I began studying anything that had to do with mother-child issues, including the rights of a biological parent as opposed to an adoptive parent, and the fierce fights often put up by each. Most of the time a child was given away for adoption by his or her mother because of financial or psychological problems. Mohtaram didn’t have either of those problems.

  Once I was watching a TV program in the lounge about a mother who had spent several years trying to regain custody of the child she gave up for adoption. Tears collected in my eyes and streamed down my face. Janis, who lived on my floor, was doing homework on the sofa. She asked, “What’s wrong?”

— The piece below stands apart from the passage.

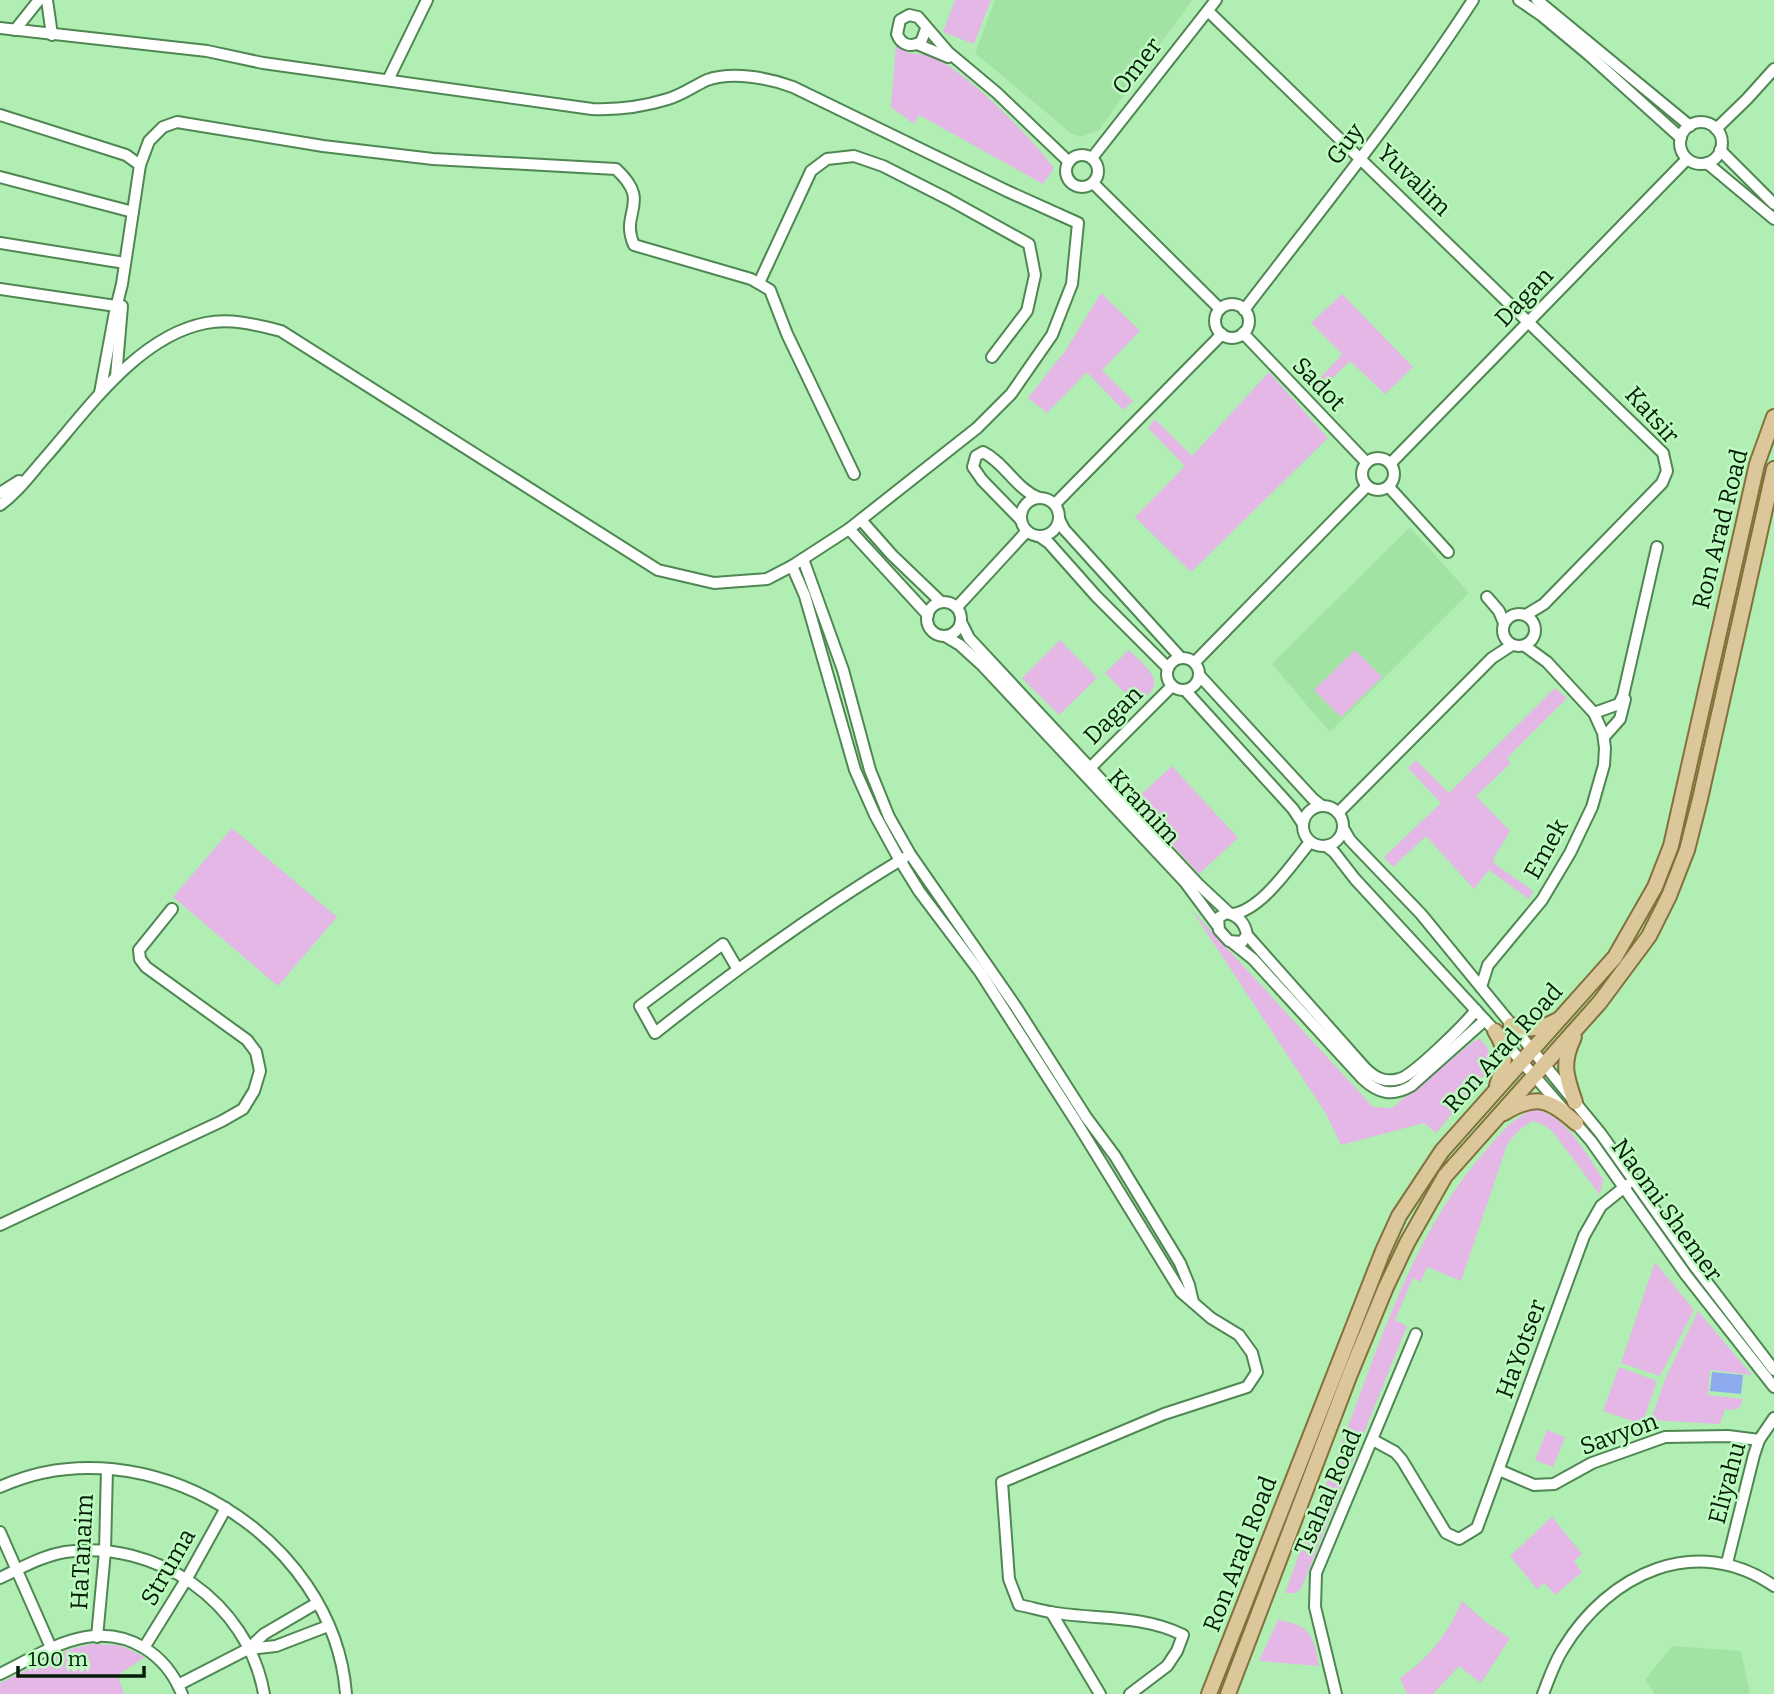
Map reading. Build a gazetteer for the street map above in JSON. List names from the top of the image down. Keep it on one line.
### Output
{"streets":{"main road":["Ron Arad Road"],"street":["Omer","Guy","Yuvalim","Dagan","Sadot","Katsir","Kramim","Emek","Naomi Shemer","HaYotser","Savyon","Eliyahu","Tsahal Road","HaTanaim","Struma"]},"crossings":[["Omer","Yuvalim"],["Guy","Yuvalim"],["Guy","Sadot"],["Yuvalim","Dagan"],["Yuvalim","Katsir"],["Dagan","Sadot"],["Dagan","Katsir"],["Dagan","Kramim"],["Katsir","Emek"],["Ron Arad Road","Naomi Shemer"],["Naomi Shemer","HaYotser"],["HaYotser","Savyon"],["HaYotser","Tsahal Road"],["Savyon","Eliyahu"]],"scale_bar":"100 m"}
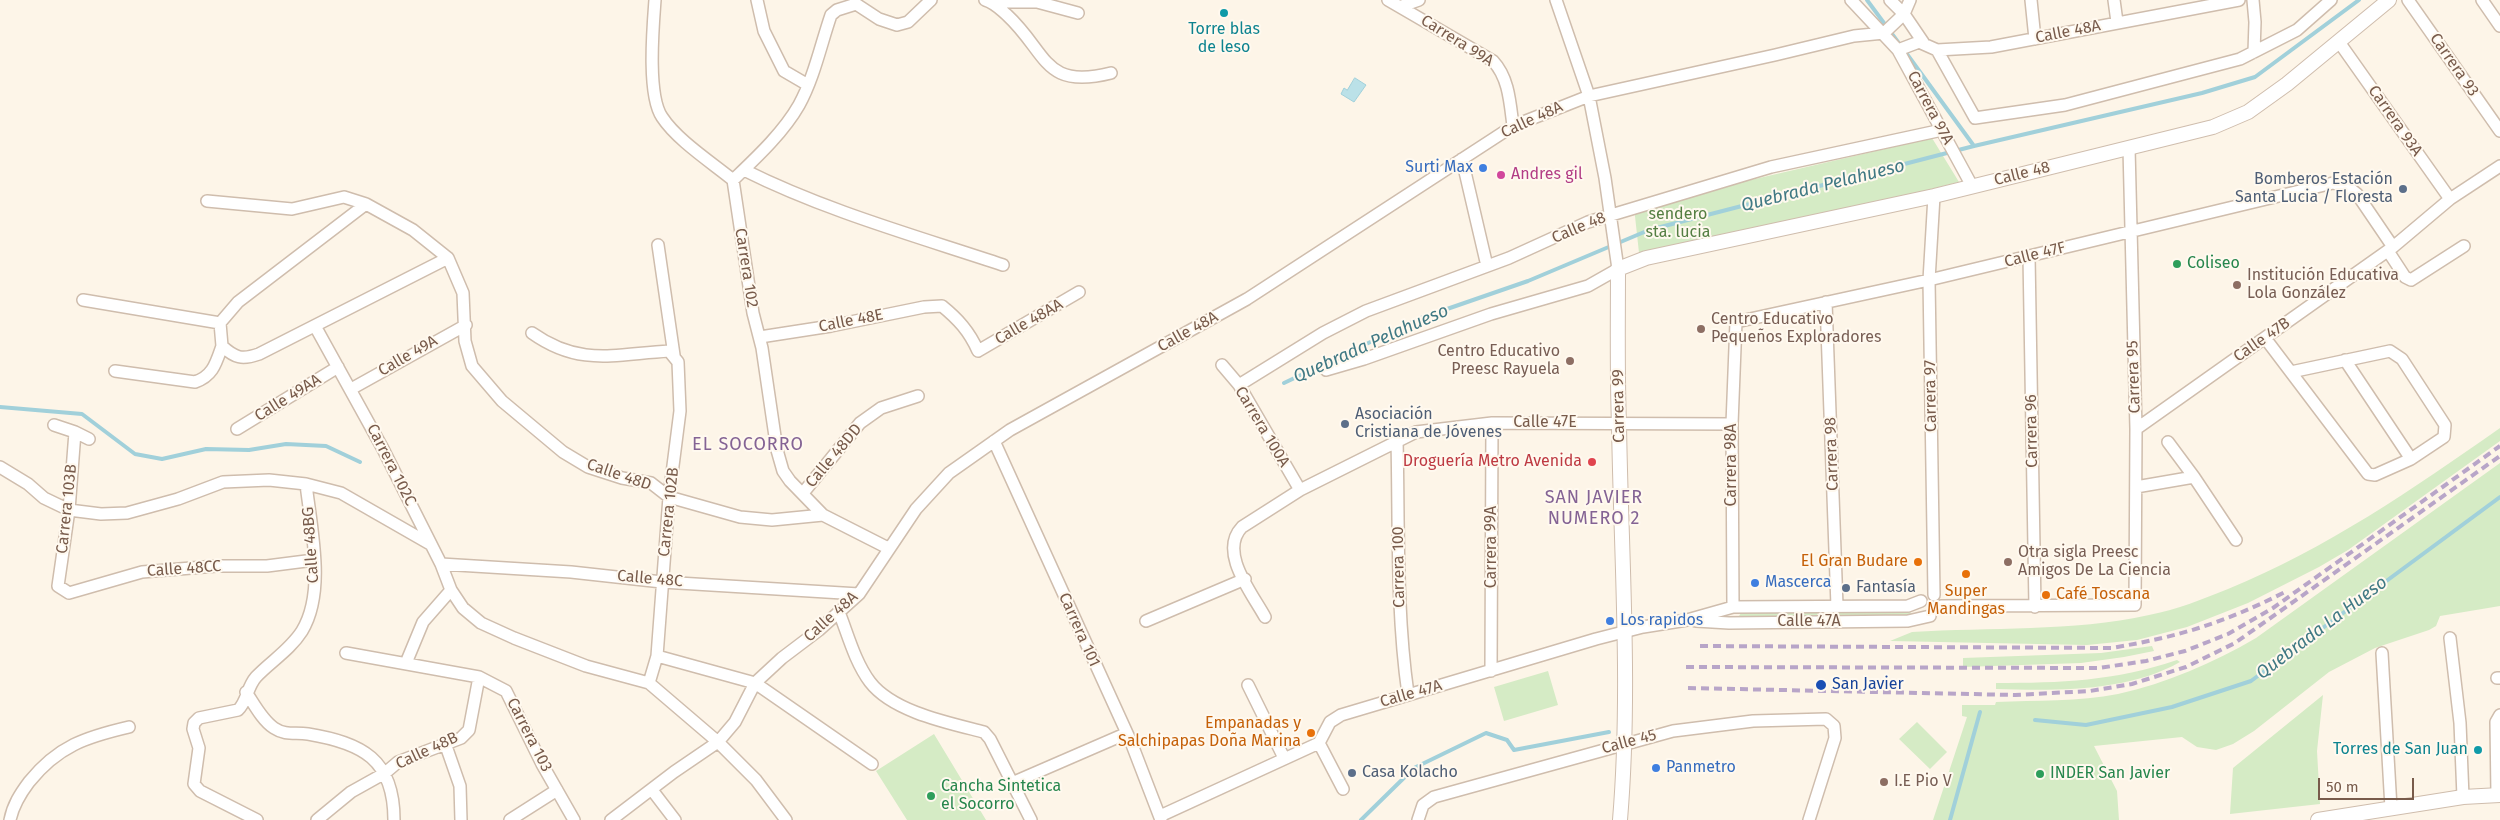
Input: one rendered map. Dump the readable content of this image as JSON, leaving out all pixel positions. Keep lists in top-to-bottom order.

  “My mother has cancer,” I said and got up. I went to my room and cried some more.

  Parviz found me a job for the summer as an assistant to a psychiatrist at the hospital in St. Louis where he did his internship. Parviz himself was leaving St. Louis for another state to do his medical residency. He’d assured Father, “Don’t worry, I’ll still check on Nahid.”

  I lived in St. Louis with a roommate, Amy, whom I hardly ever saw. One afternoon, while I was waiting for a bus, a young man came over to me and asked, “Are you a singer?” He was carrying a guitar case.

  Perhaps it was the way I was dressed, in a red T-shirt with a picture of a pair of darker red lips on it, a full white linen skirt, and large, dark sunglasses (my attempt to cultivate a style).

  “Have you ever been to Leopard’s Jazz Club?”

  “No,” I said.

  “I thought I saw you there,” he said. “I play the guitar there.” His hair, long and disheveled, hung in curls over his shoulders. He couldn’t have been more different from the clean-cut boys who came to our college to pick up their dates. He said his name was Jack Bruhel. By the time the bus came he had invited me to the jazz club that evening and offered to pick me up at my apartment.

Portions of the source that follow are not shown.